EXPERTS are calling for an end to apathy about skin sores in Indigenous children, warning that hyper-endemic impetigo may be driving high rates of life-threatening rheumatic heart disease in Northern Australia.

In remote Aboriginal communities, impetigo, predominantly caused by group A streptococcal (GAS) infections, affects a median of 45% of Indigenous children at any one time.

In a Perspective in this week’s MJA, Professor Jonathan Carapetis and colleagues at the Telethon Kids Institute in Perth said that skin infections had been “normalised”, despite GAS impetigo being linked to serious sequelae.

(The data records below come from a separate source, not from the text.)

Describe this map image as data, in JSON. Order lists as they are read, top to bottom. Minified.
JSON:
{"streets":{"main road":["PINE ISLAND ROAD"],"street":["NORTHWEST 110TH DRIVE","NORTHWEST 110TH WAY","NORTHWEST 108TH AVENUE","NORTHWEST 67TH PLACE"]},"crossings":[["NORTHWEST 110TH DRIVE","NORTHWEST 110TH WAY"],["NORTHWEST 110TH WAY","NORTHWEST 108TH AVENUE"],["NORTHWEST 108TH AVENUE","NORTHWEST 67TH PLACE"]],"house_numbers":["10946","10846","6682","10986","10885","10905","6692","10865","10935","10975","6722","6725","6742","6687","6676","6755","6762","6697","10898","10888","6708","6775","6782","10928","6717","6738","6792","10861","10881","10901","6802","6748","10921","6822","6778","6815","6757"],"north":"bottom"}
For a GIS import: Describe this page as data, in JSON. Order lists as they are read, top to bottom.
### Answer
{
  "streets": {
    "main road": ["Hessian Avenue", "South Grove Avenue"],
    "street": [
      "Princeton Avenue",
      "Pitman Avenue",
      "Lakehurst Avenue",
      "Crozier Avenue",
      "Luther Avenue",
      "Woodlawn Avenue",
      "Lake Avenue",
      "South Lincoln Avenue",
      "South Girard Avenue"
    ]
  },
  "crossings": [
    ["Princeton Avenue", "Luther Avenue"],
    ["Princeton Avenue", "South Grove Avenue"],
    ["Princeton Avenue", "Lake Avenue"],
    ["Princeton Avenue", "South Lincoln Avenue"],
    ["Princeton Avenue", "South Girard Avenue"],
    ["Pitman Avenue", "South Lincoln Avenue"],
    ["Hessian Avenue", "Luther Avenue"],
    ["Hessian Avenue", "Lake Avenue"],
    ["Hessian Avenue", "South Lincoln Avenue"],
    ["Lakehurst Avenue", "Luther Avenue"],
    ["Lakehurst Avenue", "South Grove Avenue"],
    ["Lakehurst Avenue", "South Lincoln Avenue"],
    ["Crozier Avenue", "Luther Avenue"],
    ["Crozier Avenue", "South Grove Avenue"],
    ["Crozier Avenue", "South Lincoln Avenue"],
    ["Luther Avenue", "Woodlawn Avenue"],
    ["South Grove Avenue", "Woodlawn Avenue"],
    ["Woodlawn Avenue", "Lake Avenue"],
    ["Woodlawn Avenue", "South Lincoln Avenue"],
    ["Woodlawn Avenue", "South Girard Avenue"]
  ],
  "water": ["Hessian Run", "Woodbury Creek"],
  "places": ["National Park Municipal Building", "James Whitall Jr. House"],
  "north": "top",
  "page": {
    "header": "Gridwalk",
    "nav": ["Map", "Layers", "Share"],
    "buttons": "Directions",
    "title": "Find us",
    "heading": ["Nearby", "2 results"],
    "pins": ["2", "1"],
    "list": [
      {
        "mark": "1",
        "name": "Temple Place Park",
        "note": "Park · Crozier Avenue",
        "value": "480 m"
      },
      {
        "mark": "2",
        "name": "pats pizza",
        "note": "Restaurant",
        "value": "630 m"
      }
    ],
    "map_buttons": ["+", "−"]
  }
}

In addition to causing acute post-streptococcal glomerulonephritis when left untreated, GAS impetigo may also be driving acute rheumatic fever (ARF) and subsequent rheumatic heart disease in Indigenous communities, they said. Mortality rates from rheumatic heart disease in Indigenous Australians are among the highest reported in the world.

“Traditionally, GAS pharyngitis has been considered the lone antecedent to ARF. Yet, in remote tropical Australia, GAS pharyngitis is uncommonly reported and GAS skin infections are hyper-endemic,” they wrote, saying that further studies were needed to clarify the association.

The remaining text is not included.